Survival of unrelated donor transplantation in patients with SAA is now approaching 60%. [7] Use of unrelated donor transplantation in SAA may continue to grow following the 2007 publication of a study showing that allogeneic transplantation is better than immunosuppressive therapy as second-line treatment in pediatric SAA. [8]

The increase in allogeneic transplantation for many other non-malignant diseases can also be attributed to improved HLA matching, advances in conditioning regimens and advances in post-transplant supportive care.
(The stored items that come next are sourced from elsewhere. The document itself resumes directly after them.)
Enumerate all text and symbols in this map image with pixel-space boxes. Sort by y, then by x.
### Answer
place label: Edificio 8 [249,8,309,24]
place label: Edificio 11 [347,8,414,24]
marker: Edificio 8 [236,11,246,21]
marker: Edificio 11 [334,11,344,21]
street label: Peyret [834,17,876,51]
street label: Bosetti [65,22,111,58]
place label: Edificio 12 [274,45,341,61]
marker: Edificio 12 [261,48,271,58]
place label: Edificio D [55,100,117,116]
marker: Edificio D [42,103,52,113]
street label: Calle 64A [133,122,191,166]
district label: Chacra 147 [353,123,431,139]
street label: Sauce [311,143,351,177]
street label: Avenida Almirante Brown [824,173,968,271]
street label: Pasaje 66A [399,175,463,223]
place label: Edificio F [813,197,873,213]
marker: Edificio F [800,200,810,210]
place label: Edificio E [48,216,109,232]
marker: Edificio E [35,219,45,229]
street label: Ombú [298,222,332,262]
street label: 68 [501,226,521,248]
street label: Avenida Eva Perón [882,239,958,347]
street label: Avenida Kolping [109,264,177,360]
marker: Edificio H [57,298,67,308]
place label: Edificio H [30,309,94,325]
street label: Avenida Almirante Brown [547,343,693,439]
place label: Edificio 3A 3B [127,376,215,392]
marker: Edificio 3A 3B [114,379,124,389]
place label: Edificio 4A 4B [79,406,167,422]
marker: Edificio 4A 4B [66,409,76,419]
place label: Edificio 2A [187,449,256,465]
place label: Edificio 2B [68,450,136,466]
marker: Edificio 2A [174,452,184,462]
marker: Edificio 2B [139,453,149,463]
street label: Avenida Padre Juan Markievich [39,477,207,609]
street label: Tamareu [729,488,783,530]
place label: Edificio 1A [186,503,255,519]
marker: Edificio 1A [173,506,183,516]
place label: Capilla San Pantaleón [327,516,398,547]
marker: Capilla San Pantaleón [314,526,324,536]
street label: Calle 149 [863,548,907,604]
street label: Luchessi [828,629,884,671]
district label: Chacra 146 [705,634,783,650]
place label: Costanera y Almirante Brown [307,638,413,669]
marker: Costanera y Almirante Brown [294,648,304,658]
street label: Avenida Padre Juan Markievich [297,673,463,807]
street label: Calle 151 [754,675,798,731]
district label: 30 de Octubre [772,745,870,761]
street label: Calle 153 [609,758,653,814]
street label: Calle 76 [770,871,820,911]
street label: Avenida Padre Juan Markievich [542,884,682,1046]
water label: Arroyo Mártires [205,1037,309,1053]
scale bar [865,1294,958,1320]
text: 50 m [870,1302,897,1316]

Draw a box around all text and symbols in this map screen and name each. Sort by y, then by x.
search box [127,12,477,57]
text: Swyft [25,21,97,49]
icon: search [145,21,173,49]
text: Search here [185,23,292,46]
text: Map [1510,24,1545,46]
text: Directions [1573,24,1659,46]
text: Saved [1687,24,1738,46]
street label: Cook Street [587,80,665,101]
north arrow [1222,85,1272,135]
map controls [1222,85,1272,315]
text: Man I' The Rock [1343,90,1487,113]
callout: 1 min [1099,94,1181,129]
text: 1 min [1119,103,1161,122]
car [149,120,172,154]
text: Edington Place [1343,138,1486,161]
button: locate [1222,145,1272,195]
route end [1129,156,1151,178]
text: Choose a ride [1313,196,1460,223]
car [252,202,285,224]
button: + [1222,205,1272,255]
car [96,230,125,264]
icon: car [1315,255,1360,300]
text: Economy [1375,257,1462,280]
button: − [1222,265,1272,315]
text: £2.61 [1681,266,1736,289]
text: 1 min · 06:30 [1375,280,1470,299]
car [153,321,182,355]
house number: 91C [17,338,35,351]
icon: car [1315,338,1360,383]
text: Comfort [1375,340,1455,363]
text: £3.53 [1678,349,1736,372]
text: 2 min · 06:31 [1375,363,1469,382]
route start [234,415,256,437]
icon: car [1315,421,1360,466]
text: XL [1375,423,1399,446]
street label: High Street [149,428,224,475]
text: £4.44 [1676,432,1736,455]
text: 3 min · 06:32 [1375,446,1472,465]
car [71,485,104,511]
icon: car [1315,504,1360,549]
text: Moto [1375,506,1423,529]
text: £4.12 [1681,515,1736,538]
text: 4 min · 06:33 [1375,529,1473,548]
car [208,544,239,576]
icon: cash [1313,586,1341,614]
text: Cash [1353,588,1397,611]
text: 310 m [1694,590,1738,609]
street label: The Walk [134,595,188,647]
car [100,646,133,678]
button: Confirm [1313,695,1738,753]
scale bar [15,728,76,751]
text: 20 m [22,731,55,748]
Increased use of cord blood and PBSC grafts

Figure 3 shows the growing use of PBSC and cord blood as graft sources in allogeneic transplantation. In 2008, 74% of adult donors – more than 2,500 – donated PBSC to patients through the NMDP. In 2008, 898 cord blood transplants were facilitated by the NMDP, which represented 21% of the total number of NMDP transplants in 2007. This is a 39% increase from 2007, when the NMDP facilitated 648 cord blood transplants.

Figure 3.
NMDP Transplants by Cell Source (bone marrow, peripheral blood stem cells or cord blood), 1988-2008. (NMDP data)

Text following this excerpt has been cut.